--- Records provided ---

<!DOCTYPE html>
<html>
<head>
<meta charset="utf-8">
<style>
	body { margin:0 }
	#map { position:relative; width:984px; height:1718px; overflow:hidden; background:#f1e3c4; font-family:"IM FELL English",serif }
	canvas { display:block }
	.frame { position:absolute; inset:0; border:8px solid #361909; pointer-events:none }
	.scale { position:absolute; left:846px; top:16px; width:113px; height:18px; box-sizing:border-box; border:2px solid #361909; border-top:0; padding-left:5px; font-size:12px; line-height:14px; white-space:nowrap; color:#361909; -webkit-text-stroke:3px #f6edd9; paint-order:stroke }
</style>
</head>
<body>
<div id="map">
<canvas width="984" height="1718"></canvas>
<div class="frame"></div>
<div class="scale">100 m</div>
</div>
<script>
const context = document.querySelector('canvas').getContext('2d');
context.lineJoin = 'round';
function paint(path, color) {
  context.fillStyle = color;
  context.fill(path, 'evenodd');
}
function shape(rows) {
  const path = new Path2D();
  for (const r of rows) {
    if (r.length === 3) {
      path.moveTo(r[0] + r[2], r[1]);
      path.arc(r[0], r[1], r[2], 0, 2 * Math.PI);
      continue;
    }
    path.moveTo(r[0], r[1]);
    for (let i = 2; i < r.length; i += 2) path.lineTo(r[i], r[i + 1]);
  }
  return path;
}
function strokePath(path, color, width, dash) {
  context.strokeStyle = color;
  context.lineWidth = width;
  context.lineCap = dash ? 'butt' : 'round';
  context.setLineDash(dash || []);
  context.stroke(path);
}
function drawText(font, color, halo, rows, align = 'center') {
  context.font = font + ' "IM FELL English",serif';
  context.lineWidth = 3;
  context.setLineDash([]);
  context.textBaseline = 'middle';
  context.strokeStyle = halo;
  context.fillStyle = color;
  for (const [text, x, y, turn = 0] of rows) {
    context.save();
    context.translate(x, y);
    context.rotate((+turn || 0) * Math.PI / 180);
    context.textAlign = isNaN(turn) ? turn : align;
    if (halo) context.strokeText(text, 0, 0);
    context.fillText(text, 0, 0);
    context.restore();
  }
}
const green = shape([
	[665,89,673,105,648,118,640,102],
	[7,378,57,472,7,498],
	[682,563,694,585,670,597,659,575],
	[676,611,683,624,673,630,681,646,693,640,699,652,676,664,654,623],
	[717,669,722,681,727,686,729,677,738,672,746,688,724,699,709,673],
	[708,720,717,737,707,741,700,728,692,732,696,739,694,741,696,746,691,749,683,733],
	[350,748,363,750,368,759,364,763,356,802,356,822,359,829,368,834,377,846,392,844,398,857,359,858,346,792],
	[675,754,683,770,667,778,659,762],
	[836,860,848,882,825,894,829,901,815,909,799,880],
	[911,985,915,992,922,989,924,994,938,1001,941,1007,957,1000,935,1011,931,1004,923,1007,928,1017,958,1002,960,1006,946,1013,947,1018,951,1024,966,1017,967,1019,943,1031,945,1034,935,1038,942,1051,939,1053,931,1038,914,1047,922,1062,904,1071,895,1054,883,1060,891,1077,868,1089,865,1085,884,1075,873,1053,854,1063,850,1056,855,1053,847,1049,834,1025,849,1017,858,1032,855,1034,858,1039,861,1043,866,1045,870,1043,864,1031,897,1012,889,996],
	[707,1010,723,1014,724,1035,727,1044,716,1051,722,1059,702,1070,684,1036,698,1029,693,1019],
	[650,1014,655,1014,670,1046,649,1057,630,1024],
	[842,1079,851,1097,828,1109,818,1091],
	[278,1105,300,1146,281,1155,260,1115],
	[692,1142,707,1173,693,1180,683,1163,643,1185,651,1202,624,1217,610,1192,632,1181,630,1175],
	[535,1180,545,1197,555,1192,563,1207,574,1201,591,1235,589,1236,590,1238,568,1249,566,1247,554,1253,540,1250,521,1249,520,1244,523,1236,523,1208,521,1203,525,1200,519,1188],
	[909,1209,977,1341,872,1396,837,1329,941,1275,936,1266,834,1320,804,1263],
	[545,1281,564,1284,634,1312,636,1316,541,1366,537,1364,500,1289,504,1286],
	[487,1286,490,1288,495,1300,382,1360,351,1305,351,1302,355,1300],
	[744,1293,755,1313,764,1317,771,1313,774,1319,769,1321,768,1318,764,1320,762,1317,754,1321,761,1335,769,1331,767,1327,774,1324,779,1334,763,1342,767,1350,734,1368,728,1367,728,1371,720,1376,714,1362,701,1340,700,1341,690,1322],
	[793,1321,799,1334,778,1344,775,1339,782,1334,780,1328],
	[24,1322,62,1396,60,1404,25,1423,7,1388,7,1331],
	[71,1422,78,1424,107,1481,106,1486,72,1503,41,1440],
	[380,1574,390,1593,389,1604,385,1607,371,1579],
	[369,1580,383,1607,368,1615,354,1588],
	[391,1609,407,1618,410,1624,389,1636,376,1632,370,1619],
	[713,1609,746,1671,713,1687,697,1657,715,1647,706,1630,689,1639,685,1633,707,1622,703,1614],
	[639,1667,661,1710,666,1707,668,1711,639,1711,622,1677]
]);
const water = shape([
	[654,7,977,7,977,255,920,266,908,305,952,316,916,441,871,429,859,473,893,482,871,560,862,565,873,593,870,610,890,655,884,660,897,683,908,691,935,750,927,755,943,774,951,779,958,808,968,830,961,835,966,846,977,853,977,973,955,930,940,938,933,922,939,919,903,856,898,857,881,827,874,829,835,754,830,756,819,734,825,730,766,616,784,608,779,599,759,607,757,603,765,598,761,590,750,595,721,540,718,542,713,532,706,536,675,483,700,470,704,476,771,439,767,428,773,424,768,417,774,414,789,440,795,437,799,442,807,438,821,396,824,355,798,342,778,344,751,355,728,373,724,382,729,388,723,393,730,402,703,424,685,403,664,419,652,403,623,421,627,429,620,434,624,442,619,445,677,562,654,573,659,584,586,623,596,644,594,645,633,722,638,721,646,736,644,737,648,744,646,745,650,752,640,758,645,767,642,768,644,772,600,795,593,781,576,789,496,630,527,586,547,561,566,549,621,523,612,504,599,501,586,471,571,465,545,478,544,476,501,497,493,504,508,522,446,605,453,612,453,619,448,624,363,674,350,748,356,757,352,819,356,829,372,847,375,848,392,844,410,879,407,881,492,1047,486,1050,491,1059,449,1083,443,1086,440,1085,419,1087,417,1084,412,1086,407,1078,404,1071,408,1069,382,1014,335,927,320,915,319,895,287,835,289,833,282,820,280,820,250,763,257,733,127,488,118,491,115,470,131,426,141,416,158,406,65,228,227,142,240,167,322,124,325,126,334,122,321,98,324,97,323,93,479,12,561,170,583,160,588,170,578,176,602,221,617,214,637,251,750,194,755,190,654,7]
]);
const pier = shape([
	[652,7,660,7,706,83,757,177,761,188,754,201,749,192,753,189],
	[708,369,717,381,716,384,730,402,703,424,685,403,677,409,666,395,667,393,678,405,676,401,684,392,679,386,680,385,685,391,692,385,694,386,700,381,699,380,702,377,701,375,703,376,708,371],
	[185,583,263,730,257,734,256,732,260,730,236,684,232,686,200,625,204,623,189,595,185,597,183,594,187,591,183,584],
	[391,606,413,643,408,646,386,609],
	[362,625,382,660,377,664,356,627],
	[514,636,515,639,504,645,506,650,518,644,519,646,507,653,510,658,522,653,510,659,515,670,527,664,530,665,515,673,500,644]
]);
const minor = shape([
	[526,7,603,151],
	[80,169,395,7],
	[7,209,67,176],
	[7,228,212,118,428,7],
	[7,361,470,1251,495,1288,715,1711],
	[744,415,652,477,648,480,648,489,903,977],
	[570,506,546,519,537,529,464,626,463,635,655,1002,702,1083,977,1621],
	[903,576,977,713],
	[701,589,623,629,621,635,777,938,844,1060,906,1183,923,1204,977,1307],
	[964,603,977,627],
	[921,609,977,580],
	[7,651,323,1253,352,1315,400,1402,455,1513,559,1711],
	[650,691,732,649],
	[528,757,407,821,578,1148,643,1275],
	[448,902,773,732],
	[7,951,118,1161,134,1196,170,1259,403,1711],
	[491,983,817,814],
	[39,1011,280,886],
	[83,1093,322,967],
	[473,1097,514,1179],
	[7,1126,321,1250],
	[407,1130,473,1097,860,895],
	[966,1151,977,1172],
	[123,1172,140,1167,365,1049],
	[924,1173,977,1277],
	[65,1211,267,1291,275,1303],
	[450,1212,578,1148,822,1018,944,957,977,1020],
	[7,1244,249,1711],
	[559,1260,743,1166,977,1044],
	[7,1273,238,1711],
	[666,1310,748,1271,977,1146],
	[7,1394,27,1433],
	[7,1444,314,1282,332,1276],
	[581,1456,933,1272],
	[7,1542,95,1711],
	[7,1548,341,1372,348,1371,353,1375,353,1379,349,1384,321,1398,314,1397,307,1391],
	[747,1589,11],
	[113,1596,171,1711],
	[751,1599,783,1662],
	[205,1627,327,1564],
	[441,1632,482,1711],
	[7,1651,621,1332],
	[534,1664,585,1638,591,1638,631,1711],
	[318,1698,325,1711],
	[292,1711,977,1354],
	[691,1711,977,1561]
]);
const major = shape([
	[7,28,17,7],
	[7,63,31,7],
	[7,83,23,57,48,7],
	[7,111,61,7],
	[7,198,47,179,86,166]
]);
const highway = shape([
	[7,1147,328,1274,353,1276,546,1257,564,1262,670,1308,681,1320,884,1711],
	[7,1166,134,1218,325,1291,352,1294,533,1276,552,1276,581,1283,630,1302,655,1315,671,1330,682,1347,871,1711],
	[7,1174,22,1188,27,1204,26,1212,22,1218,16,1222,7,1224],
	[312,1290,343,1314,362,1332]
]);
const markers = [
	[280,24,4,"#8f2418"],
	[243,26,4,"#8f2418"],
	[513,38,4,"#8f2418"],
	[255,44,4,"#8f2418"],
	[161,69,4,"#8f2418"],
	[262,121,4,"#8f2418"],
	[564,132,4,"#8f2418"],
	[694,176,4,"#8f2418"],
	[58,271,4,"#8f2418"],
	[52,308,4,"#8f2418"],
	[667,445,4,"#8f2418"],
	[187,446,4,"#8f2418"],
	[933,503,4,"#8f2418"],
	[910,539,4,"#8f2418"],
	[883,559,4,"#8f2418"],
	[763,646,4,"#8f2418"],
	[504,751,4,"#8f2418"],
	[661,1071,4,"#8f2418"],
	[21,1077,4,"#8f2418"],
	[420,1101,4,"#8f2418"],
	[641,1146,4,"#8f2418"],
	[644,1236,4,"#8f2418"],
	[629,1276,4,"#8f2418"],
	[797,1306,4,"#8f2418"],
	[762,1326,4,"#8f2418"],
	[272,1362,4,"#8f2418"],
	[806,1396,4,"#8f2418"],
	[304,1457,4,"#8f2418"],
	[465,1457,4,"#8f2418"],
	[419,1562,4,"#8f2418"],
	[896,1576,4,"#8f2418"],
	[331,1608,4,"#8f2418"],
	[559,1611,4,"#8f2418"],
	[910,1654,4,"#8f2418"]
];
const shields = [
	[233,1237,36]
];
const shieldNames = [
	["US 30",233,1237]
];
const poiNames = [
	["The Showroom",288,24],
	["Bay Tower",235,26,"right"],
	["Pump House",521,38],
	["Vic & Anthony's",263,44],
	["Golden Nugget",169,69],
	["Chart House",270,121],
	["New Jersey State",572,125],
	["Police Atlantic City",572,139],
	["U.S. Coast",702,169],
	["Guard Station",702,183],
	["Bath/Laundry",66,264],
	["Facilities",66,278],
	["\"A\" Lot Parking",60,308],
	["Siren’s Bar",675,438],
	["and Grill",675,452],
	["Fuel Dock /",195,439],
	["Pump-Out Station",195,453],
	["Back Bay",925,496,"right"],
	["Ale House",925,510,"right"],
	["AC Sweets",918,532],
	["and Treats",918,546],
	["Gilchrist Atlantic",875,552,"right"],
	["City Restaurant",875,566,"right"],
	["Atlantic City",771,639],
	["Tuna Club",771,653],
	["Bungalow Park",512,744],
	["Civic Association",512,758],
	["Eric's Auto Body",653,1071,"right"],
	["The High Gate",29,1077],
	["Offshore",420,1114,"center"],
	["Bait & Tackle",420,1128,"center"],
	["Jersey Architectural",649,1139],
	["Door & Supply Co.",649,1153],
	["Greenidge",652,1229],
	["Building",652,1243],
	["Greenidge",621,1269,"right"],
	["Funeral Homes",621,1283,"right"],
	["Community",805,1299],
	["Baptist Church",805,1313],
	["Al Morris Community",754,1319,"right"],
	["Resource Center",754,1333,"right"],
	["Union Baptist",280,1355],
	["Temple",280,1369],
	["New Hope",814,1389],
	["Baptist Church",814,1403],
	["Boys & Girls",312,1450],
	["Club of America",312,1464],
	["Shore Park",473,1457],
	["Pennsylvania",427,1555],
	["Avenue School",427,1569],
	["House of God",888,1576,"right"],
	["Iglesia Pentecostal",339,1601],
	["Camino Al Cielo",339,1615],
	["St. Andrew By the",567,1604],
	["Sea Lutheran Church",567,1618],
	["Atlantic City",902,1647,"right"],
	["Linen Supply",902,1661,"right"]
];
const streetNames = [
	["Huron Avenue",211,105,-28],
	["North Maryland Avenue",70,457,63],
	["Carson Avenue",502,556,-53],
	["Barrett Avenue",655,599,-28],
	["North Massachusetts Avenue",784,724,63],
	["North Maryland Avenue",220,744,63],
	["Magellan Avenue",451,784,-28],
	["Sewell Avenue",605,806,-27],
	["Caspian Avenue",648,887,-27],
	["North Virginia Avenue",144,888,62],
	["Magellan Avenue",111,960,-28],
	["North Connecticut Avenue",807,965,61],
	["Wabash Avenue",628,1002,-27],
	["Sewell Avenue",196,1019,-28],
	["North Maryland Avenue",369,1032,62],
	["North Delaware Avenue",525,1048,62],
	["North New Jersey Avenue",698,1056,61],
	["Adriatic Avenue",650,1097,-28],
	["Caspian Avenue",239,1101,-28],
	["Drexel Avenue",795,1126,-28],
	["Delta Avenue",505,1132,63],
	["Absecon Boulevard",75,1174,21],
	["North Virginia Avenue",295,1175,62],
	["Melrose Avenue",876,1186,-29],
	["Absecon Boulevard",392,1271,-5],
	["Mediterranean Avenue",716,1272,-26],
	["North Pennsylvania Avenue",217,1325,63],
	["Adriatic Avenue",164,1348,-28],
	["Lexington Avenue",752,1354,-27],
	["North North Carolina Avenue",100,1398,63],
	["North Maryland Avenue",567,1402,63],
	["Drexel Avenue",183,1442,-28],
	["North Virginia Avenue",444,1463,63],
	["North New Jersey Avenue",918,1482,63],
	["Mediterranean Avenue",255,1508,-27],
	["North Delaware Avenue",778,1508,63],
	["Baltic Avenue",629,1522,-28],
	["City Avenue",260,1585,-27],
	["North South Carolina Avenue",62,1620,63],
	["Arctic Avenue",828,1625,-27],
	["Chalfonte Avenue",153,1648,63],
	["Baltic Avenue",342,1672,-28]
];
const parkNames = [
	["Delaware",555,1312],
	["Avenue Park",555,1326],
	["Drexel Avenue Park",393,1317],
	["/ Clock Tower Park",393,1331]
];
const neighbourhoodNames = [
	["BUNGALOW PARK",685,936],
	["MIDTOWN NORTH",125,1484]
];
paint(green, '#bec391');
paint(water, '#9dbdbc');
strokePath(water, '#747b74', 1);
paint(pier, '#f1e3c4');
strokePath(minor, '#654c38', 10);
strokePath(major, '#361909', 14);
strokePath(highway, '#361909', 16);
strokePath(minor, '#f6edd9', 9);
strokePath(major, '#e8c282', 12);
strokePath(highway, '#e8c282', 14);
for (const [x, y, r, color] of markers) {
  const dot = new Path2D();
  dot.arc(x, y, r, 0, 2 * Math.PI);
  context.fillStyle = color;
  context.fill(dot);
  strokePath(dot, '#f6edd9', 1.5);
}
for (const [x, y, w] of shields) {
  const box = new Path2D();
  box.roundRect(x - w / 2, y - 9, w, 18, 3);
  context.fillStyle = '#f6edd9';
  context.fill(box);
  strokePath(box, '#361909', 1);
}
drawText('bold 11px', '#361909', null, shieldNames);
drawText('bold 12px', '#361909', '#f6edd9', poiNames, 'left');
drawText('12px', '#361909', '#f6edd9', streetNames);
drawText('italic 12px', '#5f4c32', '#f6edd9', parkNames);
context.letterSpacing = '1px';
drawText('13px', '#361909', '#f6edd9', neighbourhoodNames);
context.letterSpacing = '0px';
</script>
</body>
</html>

---
--- Records provided ---

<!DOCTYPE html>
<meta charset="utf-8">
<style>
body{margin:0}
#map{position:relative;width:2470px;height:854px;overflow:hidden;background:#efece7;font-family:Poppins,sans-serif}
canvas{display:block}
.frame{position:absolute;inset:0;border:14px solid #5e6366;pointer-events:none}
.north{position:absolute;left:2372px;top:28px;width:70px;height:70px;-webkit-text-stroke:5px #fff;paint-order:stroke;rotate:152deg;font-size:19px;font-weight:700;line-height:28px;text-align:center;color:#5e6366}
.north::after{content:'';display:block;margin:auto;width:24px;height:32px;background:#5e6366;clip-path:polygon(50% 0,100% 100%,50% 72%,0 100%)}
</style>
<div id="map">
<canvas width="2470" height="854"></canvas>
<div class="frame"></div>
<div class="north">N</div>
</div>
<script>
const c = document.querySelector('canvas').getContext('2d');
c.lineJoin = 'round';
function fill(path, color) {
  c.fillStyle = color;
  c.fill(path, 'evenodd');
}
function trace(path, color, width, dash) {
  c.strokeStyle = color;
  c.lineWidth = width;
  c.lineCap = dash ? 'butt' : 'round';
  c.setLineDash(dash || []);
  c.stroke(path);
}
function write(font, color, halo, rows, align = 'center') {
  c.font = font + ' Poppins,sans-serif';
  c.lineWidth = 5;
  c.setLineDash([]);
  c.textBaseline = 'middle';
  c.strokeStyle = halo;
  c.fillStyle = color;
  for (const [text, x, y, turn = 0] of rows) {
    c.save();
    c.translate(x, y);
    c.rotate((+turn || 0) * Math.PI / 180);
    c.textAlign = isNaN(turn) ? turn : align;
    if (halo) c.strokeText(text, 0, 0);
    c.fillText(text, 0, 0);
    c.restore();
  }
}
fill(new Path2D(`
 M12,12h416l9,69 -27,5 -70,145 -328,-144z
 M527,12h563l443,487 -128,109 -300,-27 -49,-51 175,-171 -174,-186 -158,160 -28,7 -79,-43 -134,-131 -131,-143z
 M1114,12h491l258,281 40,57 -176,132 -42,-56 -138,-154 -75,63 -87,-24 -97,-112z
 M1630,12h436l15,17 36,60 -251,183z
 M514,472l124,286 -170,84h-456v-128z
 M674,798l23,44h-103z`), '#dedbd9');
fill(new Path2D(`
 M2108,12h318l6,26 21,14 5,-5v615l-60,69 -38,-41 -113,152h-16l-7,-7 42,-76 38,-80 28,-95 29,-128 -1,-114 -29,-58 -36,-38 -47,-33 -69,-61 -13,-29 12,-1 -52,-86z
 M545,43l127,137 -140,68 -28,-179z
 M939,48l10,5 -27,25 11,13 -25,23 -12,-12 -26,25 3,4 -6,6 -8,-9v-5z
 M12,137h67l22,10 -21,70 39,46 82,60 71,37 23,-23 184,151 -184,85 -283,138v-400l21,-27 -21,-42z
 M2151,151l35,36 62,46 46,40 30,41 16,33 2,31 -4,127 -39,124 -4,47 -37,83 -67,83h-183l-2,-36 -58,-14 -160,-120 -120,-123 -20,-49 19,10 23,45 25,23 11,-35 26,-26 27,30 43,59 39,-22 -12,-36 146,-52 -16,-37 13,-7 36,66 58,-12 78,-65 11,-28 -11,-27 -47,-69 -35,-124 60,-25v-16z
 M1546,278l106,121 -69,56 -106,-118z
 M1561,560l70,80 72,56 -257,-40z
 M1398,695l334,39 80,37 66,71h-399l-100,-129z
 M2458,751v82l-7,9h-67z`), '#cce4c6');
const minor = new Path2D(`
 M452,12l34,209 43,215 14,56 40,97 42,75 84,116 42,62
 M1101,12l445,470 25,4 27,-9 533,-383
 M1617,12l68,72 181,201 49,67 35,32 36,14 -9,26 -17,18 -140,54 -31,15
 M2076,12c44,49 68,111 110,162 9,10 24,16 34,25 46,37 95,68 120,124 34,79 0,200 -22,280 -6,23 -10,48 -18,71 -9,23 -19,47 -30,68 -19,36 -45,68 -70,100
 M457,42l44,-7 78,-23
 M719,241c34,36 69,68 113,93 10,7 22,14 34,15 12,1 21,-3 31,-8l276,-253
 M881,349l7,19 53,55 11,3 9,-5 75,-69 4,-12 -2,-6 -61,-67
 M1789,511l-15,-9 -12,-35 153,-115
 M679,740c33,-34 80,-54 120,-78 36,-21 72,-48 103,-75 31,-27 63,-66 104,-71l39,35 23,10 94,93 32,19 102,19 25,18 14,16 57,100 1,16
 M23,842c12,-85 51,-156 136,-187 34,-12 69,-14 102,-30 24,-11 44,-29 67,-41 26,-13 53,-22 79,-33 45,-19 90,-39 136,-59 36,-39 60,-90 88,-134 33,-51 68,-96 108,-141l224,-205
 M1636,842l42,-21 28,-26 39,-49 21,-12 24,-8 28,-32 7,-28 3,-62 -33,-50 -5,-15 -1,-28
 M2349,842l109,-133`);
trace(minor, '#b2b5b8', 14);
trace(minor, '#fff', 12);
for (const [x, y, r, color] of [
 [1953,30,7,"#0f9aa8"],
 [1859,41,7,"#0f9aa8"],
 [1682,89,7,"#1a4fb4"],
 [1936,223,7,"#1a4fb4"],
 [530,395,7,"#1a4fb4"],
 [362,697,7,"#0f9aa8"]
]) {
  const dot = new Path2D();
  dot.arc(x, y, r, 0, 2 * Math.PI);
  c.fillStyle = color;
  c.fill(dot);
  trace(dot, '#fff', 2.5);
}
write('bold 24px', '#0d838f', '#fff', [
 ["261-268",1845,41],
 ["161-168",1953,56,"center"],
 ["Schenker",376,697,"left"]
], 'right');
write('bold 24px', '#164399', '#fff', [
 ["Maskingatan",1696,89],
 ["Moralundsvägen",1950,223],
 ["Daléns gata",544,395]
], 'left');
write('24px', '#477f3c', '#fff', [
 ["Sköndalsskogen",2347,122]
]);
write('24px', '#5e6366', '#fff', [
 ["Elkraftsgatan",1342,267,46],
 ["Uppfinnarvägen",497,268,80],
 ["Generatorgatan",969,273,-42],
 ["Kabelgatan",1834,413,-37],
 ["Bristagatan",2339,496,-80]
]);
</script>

---

[Problem to work on]
Within the entries above, report how many lines include "Math", and keep the answer to the number.

[Answer area]
5